Even at her young age, her work has consisted of intense involvement at the intersection of environmental activism and political participation. Questions of where our energies are best directed arise directly from this. Her talk has kicked off an active discussion on board about how individual actions can move and inspire bigger decisions even at higher political levels.

Malin has a unique way of combining laughter, crazy ideas (rollerblading across the Lofoten Islands anyone?) and a driven, serious determination, all with a dash of punk rock. All great ways to change the world.

A wind of active positivism has blown directly on our sails last night.

Listening to Malin’s story has brought an inspirational mood on board, fuelling thoughts and ideas about our eXXpedition mission to make the unseen seen.

 

Sea Blog, Uncategorized

Our director, Laura gave a talk about Wayra the puma as well as the ONCA Gallery!

27th November 2014

22 36.10 N

42 05.69 W

Happy Thanksgiving America!

We celebrated this holiday with three of our American shipmates – Diana, Shanley & Jenna. For many, it was their first Thanksgiving and although there was no turkey or “tofurkey” in sight, the occasion was complete with pancakes and the last of our fresh fruit (Eek!). The day ended with a bright moon on the water and each of us sharing what we are grateful for. Reflections on our current journey as well as tributes to family and friends were recurring themes. Also, our gratefulness to each other for creating an environment of support, caring and harmony in our floating shelter, very far from home.
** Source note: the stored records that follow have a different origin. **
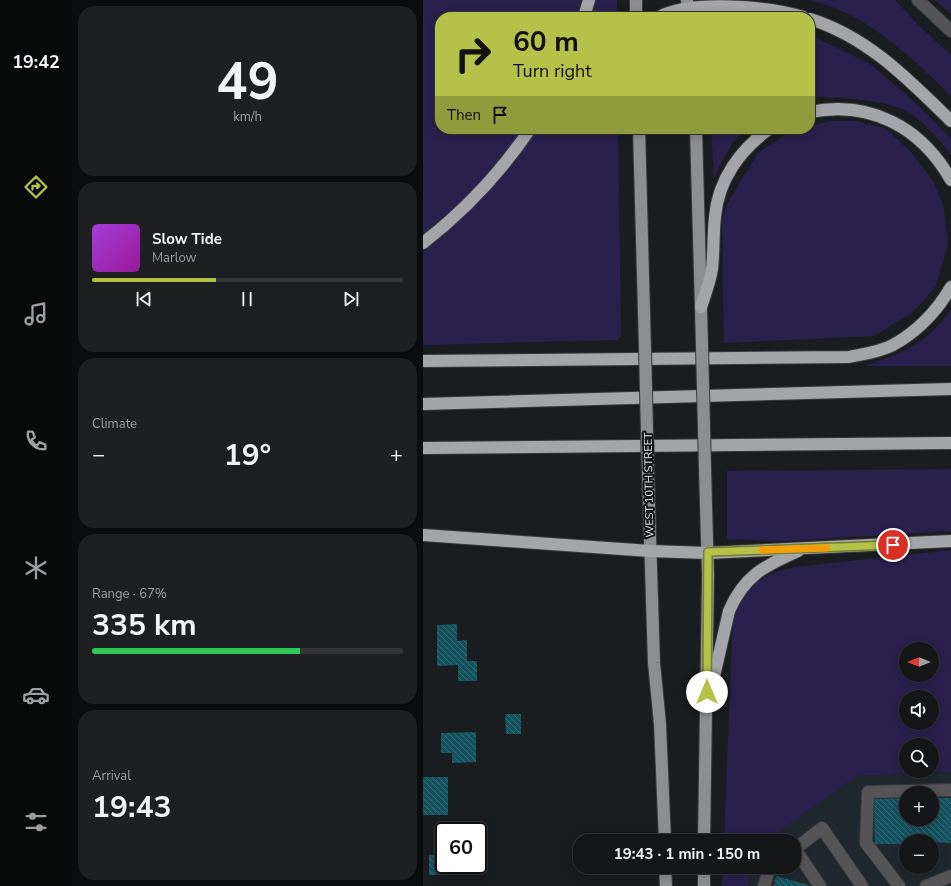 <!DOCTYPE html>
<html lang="en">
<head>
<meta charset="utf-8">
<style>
	:root { --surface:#141617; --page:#1d1f20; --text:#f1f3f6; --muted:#9d9fa1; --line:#333536; --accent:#b4c24a }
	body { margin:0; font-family:"Nunito Sans",sans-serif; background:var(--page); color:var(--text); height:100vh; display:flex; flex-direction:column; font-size:15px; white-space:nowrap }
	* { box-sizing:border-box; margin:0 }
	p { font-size:13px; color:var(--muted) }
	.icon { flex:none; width:22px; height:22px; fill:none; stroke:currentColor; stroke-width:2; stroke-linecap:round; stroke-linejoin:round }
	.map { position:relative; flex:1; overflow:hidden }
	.drawer { display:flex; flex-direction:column; gap:6px; padding:6px; background:#0b0c0d; width:351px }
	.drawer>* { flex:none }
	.banner { position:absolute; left:12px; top:12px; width:380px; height:122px; border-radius:16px; box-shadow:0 2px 10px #0003,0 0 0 1px var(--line); background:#b4c24a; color:#111; overflow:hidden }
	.needle { width:26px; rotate:270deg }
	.fabs { position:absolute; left:476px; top:642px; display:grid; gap:8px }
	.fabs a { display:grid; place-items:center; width:40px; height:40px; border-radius:50%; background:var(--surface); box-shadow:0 2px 10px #0003,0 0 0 1px var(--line); font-size:20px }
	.speed { position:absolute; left:12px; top:822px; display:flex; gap:8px; font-size:20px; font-weight:700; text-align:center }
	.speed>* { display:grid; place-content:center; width:52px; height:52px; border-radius:50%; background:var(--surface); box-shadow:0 2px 10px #0003,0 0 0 1px var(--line); line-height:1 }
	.speed .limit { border:2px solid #111; border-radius:6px; background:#fff; color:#111 }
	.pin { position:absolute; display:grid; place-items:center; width:34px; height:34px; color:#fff; margin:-17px; border:2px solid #fff; border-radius:50%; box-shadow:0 1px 4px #0007 }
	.me { position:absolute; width:44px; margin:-22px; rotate:0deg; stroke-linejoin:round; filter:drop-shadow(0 0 3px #0008) }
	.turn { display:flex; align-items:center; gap:14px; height:84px; padding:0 12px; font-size:18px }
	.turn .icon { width:52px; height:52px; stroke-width:2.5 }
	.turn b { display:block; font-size:28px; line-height:34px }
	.then { display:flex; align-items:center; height:38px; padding:0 12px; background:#0003; gap:8px; font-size:15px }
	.big { font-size:30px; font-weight:700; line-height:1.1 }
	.drawer .widget { flex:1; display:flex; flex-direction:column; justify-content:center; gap:6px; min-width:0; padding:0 14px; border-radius:16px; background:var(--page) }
	.drawer .dial { align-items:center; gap:0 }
	.dial b { font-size:52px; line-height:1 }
	.song { display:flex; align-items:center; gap:12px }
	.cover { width:48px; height:48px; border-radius:6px; background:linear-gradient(135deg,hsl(280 70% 55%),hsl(300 70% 35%)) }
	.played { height:4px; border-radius:2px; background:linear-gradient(90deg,var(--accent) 40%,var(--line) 40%) }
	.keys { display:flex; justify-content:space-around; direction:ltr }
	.heat { display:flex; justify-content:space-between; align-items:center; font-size:22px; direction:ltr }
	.charge { height:6px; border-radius:3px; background:linear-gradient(90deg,#34c759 67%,var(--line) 0) }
	.trip { position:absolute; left:150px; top:834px; width:228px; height:40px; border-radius:16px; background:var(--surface); box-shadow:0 2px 10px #0003,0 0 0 1px var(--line); font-weight:700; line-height:40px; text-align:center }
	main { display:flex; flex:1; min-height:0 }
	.menu { display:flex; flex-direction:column; width:72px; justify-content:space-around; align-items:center; background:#080909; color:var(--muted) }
	.menu .icon { width:28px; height:28px }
	.menu .on { color:var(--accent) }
	.menu b { font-size:18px; color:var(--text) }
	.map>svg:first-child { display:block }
</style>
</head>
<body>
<main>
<nav class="menu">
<b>19:42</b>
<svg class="icon on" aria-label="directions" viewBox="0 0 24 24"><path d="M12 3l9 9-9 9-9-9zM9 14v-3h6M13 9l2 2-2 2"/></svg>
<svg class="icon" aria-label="music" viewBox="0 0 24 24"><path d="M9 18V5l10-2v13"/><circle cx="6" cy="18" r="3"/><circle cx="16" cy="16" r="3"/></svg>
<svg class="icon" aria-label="phone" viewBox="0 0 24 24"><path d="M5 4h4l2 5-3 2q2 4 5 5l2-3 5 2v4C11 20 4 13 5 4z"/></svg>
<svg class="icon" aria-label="climate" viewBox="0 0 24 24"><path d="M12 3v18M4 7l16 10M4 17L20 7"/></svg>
<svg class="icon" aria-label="car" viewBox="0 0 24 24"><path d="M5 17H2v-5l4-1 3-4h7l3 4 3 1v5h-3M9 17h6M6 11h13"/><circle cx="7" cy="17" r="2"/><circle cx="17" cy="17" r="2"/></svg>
<svg class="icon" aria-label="filters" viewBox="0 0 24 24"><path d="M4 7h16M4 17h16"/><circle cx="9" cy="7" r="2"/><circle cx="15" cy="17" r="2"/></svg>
</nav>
<section class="drawer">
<div class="widget dial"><b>49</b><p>km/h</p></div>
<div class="widget">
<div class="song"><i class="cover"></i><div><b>Slow Tide</b><p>Marlow</p></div></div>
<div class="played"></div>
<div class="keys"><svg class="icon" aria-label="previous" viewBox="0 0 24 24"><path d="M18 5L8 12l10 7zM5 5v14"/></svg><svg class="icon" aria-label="pause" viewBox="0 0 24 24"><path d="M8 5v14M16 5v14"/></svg><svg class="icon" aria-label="next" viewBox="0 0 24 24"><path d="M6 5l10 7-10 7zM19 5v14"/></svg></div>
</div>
<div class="widget"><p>Climate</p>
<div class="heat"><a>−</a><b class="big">19°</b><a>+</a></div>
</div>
<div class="widget"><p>Range · 67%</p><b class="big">335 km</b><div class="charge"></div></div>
<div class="widget"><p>Arrival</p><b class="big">19:43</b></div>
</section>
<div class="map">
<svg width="528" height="886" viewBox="0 0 528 886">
	<defs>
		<pattern id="building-back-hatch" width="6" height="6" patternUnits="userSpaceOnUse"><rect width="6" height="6" fill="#14525f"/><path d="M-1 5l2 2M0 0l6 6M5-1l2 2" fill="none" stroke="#366b76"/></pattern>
	</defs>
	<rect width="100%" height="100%" fill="#1a1d1f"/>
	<path fill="#20282e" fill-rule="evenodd" d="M528 772V886H325L330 867H371V841H350L361 828 434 776ZM483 793H509V819H483ZM483 841H509V867H483Z"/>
	<g fill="#29204e" fill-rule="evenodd">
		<polygon points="0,0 194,0 194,17 17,17 17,129 195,129 198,337 194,340 0,345"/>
		<path d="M389 0H472L497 27 528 55V96C496 65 462 31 421 12 411 7 400 4 389 0Z"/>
		<polygon points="512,0 528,0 528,14"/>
		<path d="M387 35 446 63 493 103 528 139V155C520 143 499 121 487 113 460 98 418 98 387 97Z"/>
		<polygon points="408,121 432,121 462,128 488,152 511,182 521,208 525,244 513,286 490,312 451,336 301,343 299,222 304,204 335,153 371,129 387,129 387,126"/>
		<path d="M288 129H323C308 141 298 162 291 179Z"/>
		<path d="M528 309V366H442C479 353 506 343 528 309Z"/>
		<polygon points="528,469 528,531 363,541 304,539 304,471"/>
		<path d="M528 550V772L434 776 361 828 350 841H301L310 615C326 584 338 574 373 567ZM483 649H509V675H483ZM483 697H509V723H483ZM483 745H509V771H483Z"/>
		<polygon points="300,867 330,867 325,886 299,886"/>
	</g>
	<g fill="url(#building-back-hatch)">
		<polygon points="34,624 34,641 44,640 44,661 54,661 54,681 35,681 35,665 14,666 14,625"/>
		<polygon points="82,714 98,714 98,734 83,734"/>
		<polygon points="53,732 53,762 29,763 29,753 18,753 18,733"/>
		<rect x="0" y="777" width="25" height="38"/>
		<polygon points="483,798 483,819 509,819 509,798 528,798 528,843 483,841 483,844 452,844 451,799"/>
		<polygon points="21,831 21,865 29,865 30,875 6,875 6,855 14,855 14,832"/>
		<polygon points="353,876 386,885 385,886 351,886"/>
	</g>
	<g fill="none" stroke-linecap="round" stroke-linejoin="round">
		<g stroke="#373a3c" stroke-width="14">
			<g id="minor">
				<polyline points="495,0 528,31"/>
				<polyline points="341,886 347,867"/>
				<polyline points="397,886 372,849 399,828 439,886"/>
				<polyline points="476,886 443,843 445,792 528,790"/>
				<polyline points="503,886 528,876"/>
			</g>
		</g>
		<g stroke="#373a3c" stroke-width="14">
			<g id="major">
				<polyline points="213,0 213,17"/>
				<polyline points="264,0 265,17"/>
				<polyline points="216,129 222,349"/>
				<polyline points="273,129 279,346"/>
				<polyline points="225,473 231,663 237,724 242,841"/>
				<polyline points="281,841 285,575 282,469"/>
				<polyline points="242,867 243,886"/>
				<polyline points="281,886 281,867"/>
			</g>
		</g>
		<g stroke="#373a3c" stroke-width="14">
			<g id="highway">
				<polyline points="161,17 166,0"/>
				<path d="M236 17C267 0 345 6 380 17"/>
				<path d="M387 19C445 37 486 80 528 121"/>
				<path d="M387 112C447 100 498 127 528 180"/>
				<path d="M0 243C41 211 78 172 107 129"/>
				<path d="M278 307C282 295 287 282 289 269 291 252 290 234 292 217 295 180 317 150 346 129"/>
				<path d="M0 361 426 357C440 354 457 352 470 345 495 331 514 311 528 287"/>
				<polyline points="0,404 528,389"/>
				<polyline points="0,448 528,443"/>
				<polyline points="0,535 227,551 285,553 528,541"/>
				<path d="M284 707 306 611C321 576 341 566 375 551"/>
			</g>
		</g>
		<use href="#minor" stroke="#555557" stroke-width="12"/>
		<use href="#major" stroke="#8d8e92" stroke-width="12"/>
		<use href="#highway" stroke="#a3a5a9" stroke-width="12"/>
		<g stroke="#373a3c" stroke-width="14" stroke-linecap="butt">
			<g id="major-bridge">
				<polyline points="279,346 282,469"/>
				<polyline points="222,349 225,473"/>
			</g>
		</g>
		<use href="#major-bridge" stroke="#8d8e92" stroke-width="12"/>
	</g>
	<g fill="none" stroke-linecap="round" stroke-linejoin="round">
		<g stroke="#757e30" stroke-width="10">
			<polyline id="route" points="284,692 285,552 470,545"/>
		</g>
		<use href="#route" stroke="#b4c24a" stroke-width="7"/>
		<polyline stroke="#f59e0b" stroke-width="7" points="339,550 404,548"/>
	</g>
	<g text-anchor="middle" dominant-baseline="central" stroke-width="4" stroke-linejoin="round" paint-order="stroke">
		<g font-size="11" fill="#e8eaec" stroke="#111416">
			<text transform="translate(226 485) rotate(-91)">WEST 10TH STREET</text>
		</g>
	</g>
</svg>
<div class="fabs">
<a><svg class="needle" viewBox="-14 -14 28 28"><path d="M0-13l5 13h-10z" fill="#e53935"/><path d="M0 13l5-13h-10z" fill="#9d9fa1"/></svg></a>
<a><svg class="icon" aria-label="sound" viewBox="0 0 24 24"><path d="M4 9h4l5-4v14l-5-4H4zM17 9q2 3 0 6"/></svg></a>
<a><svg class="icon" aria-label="search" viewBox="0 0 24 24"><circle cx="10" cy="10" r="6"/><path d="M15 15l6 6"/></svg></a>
<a>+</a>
<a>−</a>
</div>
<div class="speed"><div class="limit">60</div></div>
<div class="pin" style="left:470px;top:545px;background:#d93025"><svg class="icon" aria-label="arrive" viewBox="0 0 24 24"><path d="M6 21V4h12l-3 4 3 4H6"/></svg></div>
<svg class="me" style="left:284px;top:692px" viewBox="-20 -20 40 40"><circle r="19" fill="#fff"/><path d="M0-13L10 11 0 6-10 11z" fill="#b4c24a"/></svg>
<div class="trip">19:43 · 1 min · 150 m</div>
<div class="banner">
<div class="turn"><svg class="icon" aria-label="right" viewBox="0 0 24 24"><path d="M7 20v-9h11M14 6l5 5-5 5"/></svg><div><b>60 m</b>Turn right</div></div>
<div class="then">Then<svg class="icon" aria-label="arrive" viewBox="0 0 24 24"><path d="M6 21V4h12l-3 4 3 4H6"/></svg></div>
</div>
</div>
</main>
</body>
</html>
But wait! We are getting ahead of ourselves here. Due to continued conditions at sea making trawling impossible – we were able to have two talks today instead of one. So, in our ‘hour of science’ we heard from our resident aquatic toxicologist, Diana, about her amazing career pushing boundaries and exploring endocrine disrupters in fish habitats throughout the US. Her typically infectious smile and laugh ebbed as we discussed the seriousness of the situation. However, her passion and energy for action was inspiring to us all, emphasising that we must adopt a whole system view to combat the problem – not just focus on the impacts that humans alone will experience.

The focus on animals continued in our evening talk, given by one of our artists in residence, Laura. She spoke of an animal that changed her life – Wayra – a puma saved from the Bolivian black market that she has helped to rehabilitate in an animal refuge over the past 8 years. Laura returned from her initial time with Waora to a very different England from the one she’d left. She found herself changed and with a new passion to share her experience of connecting with nature through art. She created an amazing gallery space in Brighton, establishing a charity – ONCA – and has since worked with over 1,000 artists to explore our multifaceted and complex relationship with the world around us.

It was after this that we gave our thanks, and she finished the evening with a quote from Keri Hulme’s ‘The Bone People’. It is incredible, that one quote can encapsulate so much of how we feel about what we are doing here, in the middle of the Ocean:

They were nothing more than people, by themselves. Even paired, any pairing, they would have been nothing more than people by themselves. But all together, they have become the heart and muscles and mind of something perilous and new, something strange and growing and great.

Together, all together, they are the instruments of change.